> LISTED ENTRIES:
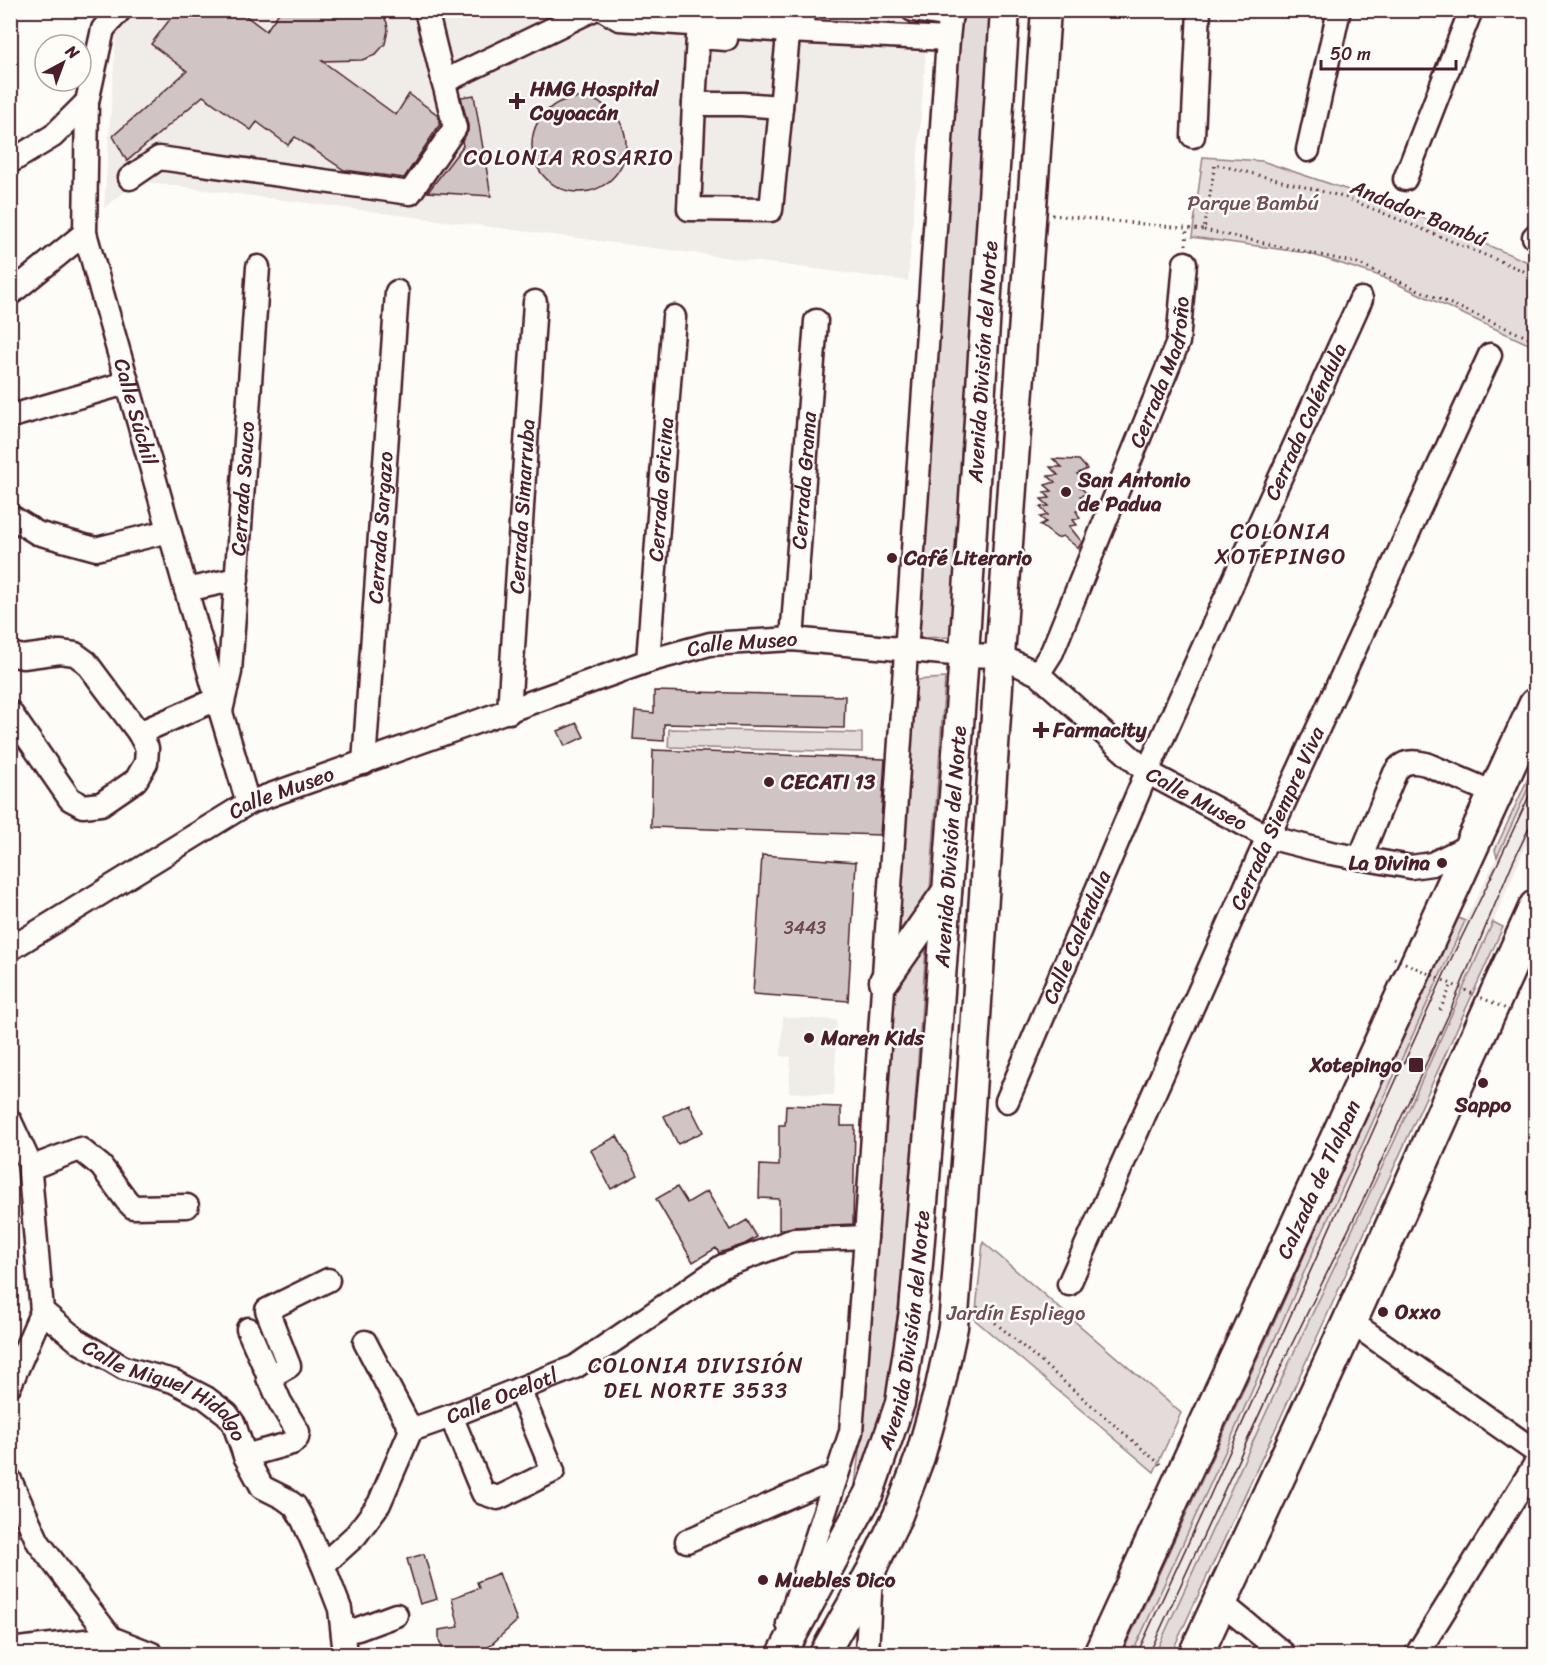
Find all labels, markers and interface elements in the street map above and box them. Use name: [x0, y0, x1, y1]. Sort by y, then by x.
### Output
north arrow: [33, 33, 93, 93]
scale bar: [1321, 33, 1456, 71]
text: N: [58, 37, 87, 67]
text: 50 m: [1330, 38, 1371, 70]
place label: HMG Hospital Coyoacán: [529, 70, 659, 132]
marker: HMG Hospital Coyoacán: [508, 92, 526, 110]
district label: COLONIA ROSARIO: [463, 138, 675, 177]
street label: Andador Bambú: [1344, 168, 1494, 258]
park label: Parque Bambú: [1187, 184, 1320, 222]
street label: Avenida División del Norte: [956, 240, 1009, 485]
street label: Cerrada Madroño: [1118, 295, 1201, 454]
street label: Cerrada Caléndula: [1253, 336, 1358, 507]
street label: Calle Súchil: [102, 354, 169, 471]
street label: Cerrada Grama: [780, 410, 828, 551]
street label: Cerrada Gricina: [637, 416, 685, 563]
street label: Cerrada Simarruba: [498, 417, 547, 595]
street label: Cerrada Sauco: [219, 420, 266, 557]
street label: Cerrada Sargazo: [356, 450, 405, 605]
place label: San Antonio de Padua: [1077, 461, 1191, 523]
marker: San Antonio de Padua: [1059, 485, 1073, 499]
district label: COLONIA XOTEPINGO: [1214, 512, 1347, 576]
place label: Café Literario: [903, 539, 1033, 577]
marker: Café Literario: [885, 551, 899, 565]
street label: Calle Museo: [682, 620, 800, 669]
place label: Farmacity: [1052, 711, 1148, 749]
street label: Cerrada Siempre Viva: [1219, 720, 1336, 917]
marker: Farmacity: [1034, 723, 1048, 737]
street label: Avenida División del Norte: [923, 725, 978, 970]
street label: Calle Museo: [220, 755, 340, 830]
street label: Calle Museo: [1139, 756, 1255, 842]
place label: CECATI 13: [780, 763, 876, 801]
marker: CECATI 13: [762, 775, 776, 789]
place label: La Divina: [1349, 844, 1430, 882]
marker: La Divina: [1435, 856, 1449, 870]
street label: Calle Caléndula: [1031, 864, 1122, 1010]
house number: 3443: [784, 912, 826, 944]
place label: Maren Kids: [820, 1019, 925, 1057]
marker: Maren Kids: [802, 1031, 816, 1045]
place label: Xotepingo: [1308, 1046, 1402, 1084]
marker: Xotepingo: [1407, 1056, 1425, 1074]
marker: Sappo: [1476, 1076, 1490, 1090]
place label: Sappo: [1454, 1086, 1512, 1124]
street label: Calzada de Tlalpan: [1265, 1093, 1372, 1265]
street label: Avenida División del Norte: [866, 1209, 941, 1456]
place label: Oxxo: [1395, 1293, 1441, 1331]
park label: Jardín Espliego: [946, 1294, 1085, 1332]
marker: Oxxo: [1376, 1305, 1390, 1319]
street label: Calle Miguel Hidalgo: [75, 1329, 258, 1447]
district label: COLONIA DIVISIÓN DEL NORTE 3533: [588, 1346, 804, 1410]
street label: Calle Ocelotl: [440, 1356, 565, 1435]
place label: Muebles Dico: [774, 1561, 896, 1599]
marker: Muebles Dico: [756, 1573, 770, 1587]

> WHAT YOU WILL DO:
Repeat each line of the records above exactly, but do not copy the pictures.

> FINAL ANSWER:
Find all labels, markers and interface elements in the street map above and box them. Use name: [x0, y0, x1, y1]. Sort by y, then by x.
### Output
north arrow: [33, 33, 93, 93]
scale bar: [1321, 33, 1456, 71]
text: N: [58, 37, 87, 67]
text: 50 m: [1330, 38, 1371, 70]
place label: HMG Hospital Coyoacán: [529, 70, 659, 132]
marker: HMG Hospital Coyoacán: [508, 92, 526, 110]
district label: COLONIA ROSARIO: [463, 138, 675, 177]
street label: Andador Bambú: [1344, 168, 1494, 258]
park label: Parque Bambú: [1187, 184, 1320, 222]
street label: Avenida División del Norte: [956, 240, 1009, 485]
street label: Cerrada Madroño: [1118, 295, 1201, 454]
street label: Cerrada Caléndula: [1253, 336, 1358, 507]
street label: Calle Súchil: [102, 354, 169, 471]
street label: Cerrada Grama: [780, 410, 828, 551]
street label: Cerrada Gricina: [637, 416, 685, 563]
street label: Cerrada Simarruba: [498, 417, 547, 595]
street label: Cerrada Sauco: [219, 420, 266, 557]
street label: Cerrada Sargazo: [356, 450, 405, 605]
place label: San Antonio de Padua: [1077, 461, 1191, 523]
marker: San Antonio de Padua: [1059, 485, 1073, 499]
district label: COLONIA XOTEPINGO: [1214, 512, 1347, 576]
place label: Café Literario: [903, 539, 1033, 577]
marker: Café Literario: [885, 551, 899, 565]
street label: Calle Museo: [682, 620, 800, 669]
place label: Farmacity: [1052, 711, 1148, 749]
street label: Cerrada Siempre Viva: [1219, 720, 1336, 917]
marker: Farmacity: [1034, 723, 1048, 737]
street label: Avenida División del Norte: [923, 725, 978, 970]
street label: Calle Museo: [220, 755, 340, 830]
street label: Calle Museo: [1139, 756, 1255, 842]
place label: CECATI 13: [780, 763, 876, 801]
marker: CECATI 13: [762, 775, 776, 789]
place label: La Divina: [1349, 844, 1430, 882]
marker: La Divina: [1435, 856, 1449, 870]
street label: Calle Caléndula: [1031, 864, 1122, 1010]
house number: 3443: [784, 912, 826, 944]
place label: Maren Kids: [820, 1019, 925, 1057]
marker: Maren Kids: [802, 1031, 816, 1045]
place label: Xotepingo: [1308, 1046, 1402, 1084]
marker: Xotepingo: [1407, 1056, 1425, 1074]
marker: Sappo: [1476, 1076, 1490, 1090]
place label: Sappo: [1454, 1086, 1512, 1124]
street label: Calzada de Tlalpan: [1265, 1093, 1372, 1265]
street label: Avenida División del Norte: [866, 1209, 941, 1456]
place label: Oxxo: [1395, 1293, 1441, 1331]
park label: Jardín Espliego: [946, 1294, 1085, 1332]
marker: Oxxo: [1376, 1305, 1390, 1319]
street label: Calle Miguel Hidalgo: [75, 1329, 258, 1447]
district label: COLONIA DIVISIÓN DEL NORTE 3533: [588, 1346, 804, 1410]
street label: Calle Ocelotl: [440, 1356, 565, 1435]
place label: Muebles Dico: [774, 1561, 896, 1599]
marker: Muebles Dico: [756, 1573, 770, 1587]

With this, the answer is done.